EXERCISE BRIEF | Transcribe all of the records, leaving out any pictures.

Saved data entries
BEGIN
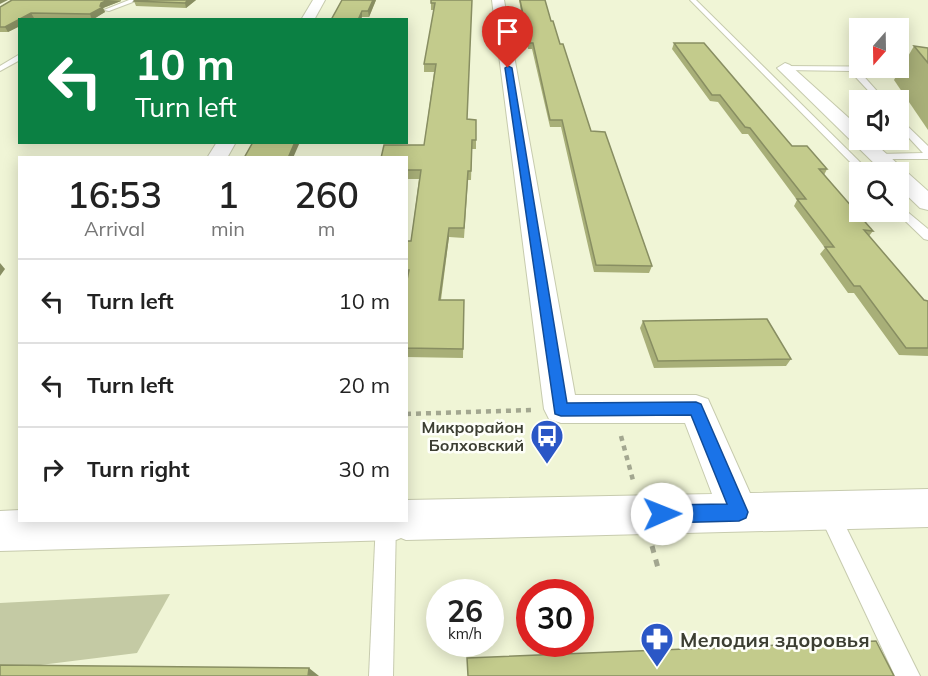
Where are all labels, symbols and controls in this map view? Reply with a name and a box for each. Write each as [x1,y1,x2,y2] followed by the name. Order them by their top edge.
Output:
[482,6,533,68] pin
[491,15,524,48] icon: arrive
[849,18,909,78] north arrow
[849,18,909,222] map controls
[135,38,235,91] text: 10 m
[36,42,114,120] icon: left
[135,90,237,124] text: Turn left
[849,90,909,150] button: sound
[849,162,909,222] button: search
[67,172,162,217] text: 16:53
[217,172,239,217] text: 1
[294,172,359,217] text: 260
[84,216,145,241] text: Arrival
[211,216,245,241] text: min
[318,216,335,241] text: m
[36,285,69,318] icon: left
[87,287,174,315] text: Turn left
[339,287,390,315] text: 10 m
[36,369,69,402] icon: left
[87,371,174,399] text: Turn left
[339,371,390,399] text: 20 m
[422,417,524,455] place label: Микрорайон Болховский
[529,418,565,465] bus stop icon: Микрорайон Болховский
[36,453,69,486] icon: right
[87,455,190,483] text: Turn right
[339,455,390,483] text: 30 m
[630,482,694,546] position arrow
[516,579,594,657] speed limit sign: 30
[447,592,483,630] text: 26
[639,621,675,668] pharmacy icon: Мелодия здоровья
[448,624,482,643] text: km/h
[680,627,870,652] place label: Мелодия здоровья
END
ANSWER BELOW |
Where are all labels, symbols and controls in this map view? Reply with a name and a box for each. Write each as [x1,y1,x2,y2] followed by the name. Order them by their top edge.
Output:
[482,6,533,68] pin
[491,15,524,48] icon: arrive
[849,18,909,78] north arrow
[849,18,909,222] map controls
[135,38,235,91] text: 10 m
[36,42,114,120] icon: left
[135,90,237,124] text: Turn left
[849,90,909,150] button: sound
[849,162,909,222] button: search
[67,172,162,217] text: 16:53
[217,172,239,217] text: 1
[294,172,359,217] text: 260
[84,216,145,241] text: Arrival
[211,216,245,241] text: min
[318,216,335,241] text: m
[36,285,69,318] icon: left
[87,287,174,315] text: Turn left
[339,287,390,315] text: 10 m
[36,369,69,402] icon: left
[87,371,174,399] text: Turn left
[339,371,390,399] text: 20 m
[422,417,524,455] place label: Микрорайон Болховский
[529,418,565,465] bus stop icon: Микрорайон Болховский
[36,453,69,486] icon: right
[87,455,190,483] text: Turn right
[339,455,390,483] text: 30 m
[630,482,694,546] position arrow
[516,579,594,657] speed limit sign: 30
[447,592,483,630] text: 26
[639,621,675,668] pharmacy icon: Мелодия здоровья
[448,624,482,643] text: km/h
[680,627,870,652] place label: Мелодия здоровья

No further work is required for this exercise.